AMD Strix Halo Ryzen AI Max
(Image credit: AMD)

AMD announced its ‘Strix Halo’ Ryzen AI Max series laptop processors here at CES 2025 in Las Vegas, and by any definition, the new APUs look to be absolute monsters for the enthusiast thin-and-light gaming and AI workstation laptop markets, featuring what AMD bills as the fastest integrated graphics available in the Windows ecosystem courtesy of a new disruptive integrated memory architecture that unlocks new capabilities and a beastly 40-core RDNA 3.5 integrated GPU. 

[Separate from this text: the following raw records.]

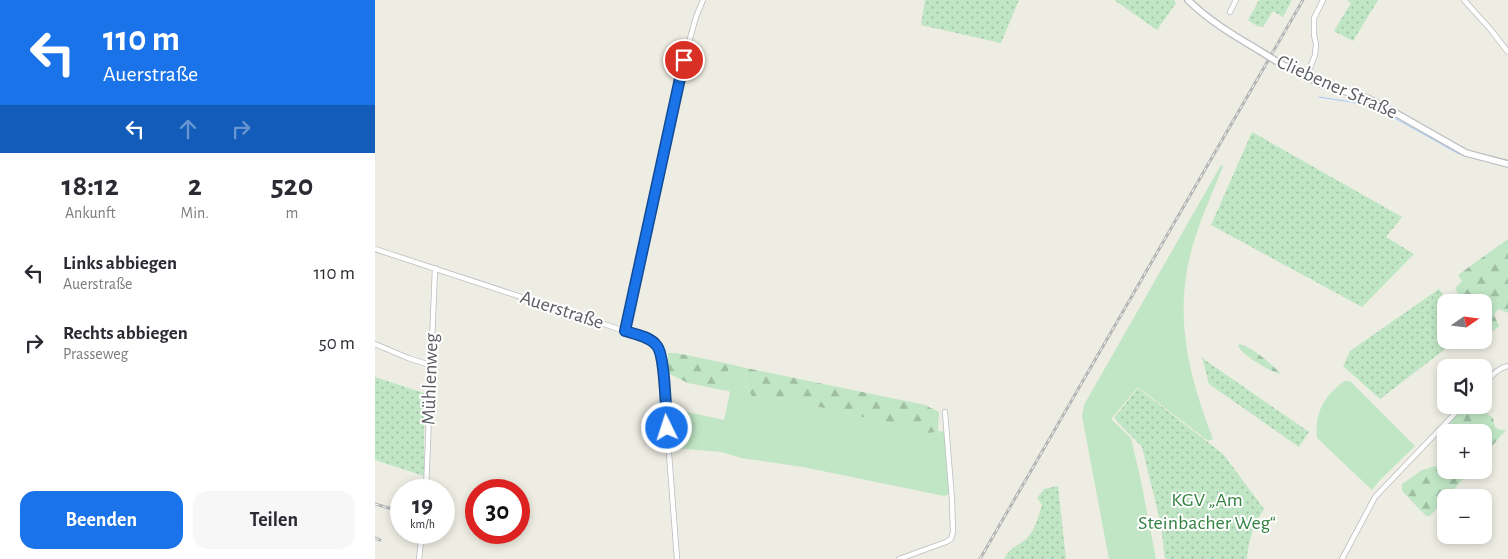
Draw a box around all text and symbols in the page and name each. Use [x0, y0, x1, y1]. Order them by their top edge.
icon: left [20, 20, 85, 85]
text: 110 m [103, 22, 180, 57]
pin [663, 39, 705, 81]
icon: arrive [670, 46, 698, 74]
street label: Cliebener Straße [1274, 51, 1400, 123]
text: Auerstraße [103, 63, 198, 85]
icon: left [121, 115, 149, 143]
icon: ahead [174, 115, 202, 143]
icon: right [227, 115, 255, 143]
text: 18:12 [62, 171, 119, 201]
text: 2 [188, 171, 202, 201]
text: 520 [271, 171, 313, 201]
text: Ankunft [65, 205, 116, 221]
text: Min. [181, 205, 209, 221]
text: m [286, 205, 298, 221]
text: Links abbiegen [63, 254, 177, 273]
icon: left [20, 259, 48, 287]
text: 110 m [314, 264, 355, 283]
text: Auerstraße [63, 276, 132, 292]
street label: Auerstraße [518, 287, 606, 333]
north arrow [1437, 294, 1493, 349]
map controls [1437, 294, 1492, 544]
text: Rechts abbiegen [63, 324, 188, 343]
icon: right [20, 329, 48, 357]
street label: Mühlenweg [418, 332, 442, 425]
text: 50 m [319, 334, 355, 353]
text: Prasseweg [63, 346, 128, 362]
button: sound [1437, 359, 1492, 414]
position arrow [640, 401, 692, 453]
button: + [1437, 424, 1492, 479]
speed limit sign: 30 [465, 479, 530, 544]
button: − [1437, 489, 1492, 544]
park label: KGV „Am Steinbacher Weg“ [1138, 490, 1276, 533]
button: Beenden [20, 491, 183, 549]
button: Teilen [193, 491, 355, 549]
text: 19 [412, 493, 433, 518]
text: km/h [410, 518, 435, 530]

In fact, AMD says the AI Max chips deliver up to 1.4X faster gaming performance than Intel’s flagship ‘Lunar Lake’ Core Ultra 9 288V flagship, and up to 84% faster rendering performance than the Apple MacBook M4 Pro. AMD also says the chip can deliver up to an incredible 2.2X more performance in AI workloads than the discreet desktop Nvidia RTX 4090 GPU, but at an 87% lower TDP.

If AMD keeps with tradition, which we fully expect, we will see these monstrous APU chips come to desktop PCs in the future.

Ryzen AI Max Specifications

The fire-breathing 120W Zen 5-powered flagship Ryzen AI Max+ 395 comes packing 16 CPU cores and 32 threads paired with 40 RDNA 3.5 (Radeon 8060S) integrated graphics cores (CUs), but perhaps more importantly, it supports up to 128GB of memory that is shared among the CPU, GPU, and XDNA 2 NPU AI engines. The memory can also be carved up to a distinct pool dedicated to the GPU only, thus delivering an astounding 256 GB/s of memory throughput that unlocks incredible performance in memory capacity-constrained AI workloads (details below). AMD says this delivers groundbreaking capabilities for thin-and-light laptops and mini workstations, particularly in AI workloads. The company also shared plenty of gaming and content creation benchmarks.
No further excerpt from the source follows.